Local historian Nancy Coffey has been studying this evolution of Beverly Farms for more than a decade.  Her considerable body of research in now being organized into a book, one that expands the story of Beverly Farms to include its year-round working class, as well as the estate workers who arrived during the era of the North Shore Gold Coast—the 1840's to the 1950’s.  For Coffey, these overlooked elements complete the story of Beverly Farms, and drive a richer appreciation of the community.

Nancy Coffey was born in Beverly in 1940 and grew up on Putnam Street in North Beverly.  She holds a B.A. in history from Wellesley College and a MAT (Master of Arts in Teaching) in history from Yale.  In the 1970s she began volunteering at the Beverly Historical Society.  In reviewing the exhibits, she noticed that there was nothing on immigrants, while the larger city of Beverly had a vibrant Italian community.  

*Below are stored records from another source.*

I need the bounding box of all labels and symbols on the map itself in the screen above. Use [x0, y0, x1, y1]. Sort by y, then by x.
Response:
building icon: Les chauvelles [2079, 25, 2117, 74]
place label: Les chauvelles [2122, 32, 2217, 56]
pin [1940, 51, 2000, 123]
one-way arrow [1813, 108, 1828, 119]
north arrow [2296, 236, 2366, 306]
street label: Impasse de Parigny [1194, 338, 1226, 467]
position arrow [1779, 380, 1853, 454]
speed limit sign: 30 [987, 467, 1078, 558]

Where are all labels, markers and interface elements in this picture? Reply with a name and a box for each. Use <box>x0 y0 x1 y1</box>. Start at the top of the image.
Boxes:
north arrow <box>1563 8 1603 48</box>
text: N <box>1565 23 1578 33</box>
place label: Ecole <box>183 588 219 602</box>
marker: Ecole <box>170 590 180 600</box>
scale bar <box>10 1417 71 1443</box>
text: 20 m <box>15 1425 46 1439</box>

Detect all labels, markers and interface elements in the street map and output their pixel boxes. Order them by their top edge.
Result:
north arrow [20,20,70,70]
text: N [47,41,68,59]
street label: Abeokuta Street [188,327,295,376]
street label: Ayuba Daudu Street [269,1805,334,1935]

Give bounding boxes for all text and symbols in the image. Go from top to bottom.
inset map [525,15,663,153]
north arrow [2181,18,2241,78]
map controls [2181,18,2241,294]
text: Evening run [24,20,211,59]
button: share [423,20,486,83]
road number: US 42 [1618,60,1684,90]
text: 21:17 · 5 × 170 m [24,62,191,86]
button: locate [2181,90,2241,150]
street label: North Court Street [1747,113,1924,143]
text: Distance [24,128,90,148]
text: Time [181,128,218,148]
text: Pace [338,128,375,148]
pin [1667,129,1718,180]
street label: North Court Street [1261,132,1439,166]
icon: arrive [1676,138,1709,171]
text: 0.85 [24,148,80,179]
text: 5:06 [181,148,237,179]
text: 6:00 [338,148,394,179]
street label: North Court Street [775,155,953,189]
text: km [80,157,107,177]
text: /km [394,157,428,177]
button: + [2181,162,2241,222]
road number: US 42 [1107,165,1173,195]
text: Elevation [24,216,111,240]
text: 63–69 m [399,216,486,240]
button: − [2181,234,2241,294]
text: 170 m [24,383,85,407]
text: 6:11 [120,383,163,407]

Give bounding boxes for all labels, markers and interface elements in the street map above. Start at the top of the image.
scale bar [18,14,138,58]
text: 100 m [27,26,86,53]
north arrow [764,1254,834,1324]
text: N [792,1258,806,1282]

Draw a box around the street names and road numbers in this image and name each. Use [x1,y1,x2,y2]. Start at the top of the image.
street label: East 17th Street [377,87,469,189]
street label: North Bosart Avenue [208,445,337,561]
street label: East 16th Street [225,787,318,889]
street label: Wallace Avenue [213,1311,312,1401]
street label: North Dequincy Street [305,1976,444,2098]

Census data showed that at the turn of the 20th century, Italians began immigrating in large numbers to Beverly Farms and working as laborers.  This tracked with the many waves of immigrants—from Ireland, Italy, Poland, Russia and Lithuania, Greece, among others—that drove the rise of America’s industrial economy.  This led Nancy to look into the history of Italian immigration with a hyper local lens of Beverly Farms.  

She began by interviewing members of the current Italian community.  This began with a friend and neighbor of Nancy’s, Frank Albano.  Frank grew up in a poor Italian family in the town of Fondi, halfway between Rome and Naples.  

At age 10 he began “eeling” to help support his parents and siblings.  In an interview with Nancy he explained, “When I’d go home (from fishing) the whole front of my house — full of people, waiting for me to come with the eels. Six cents a pound.”  

He came to Beverly Farms in about 1912 when he was 13 years old.  He got a job working as a teenaged laborer at the Spaulding Gardens, today the site of The Glen Urquhart School.  Though he began as a laborer.  He told Nancy that when he arrived in Beverly Farms, he knew he would never go back to Italy.  There was nothing for him there.  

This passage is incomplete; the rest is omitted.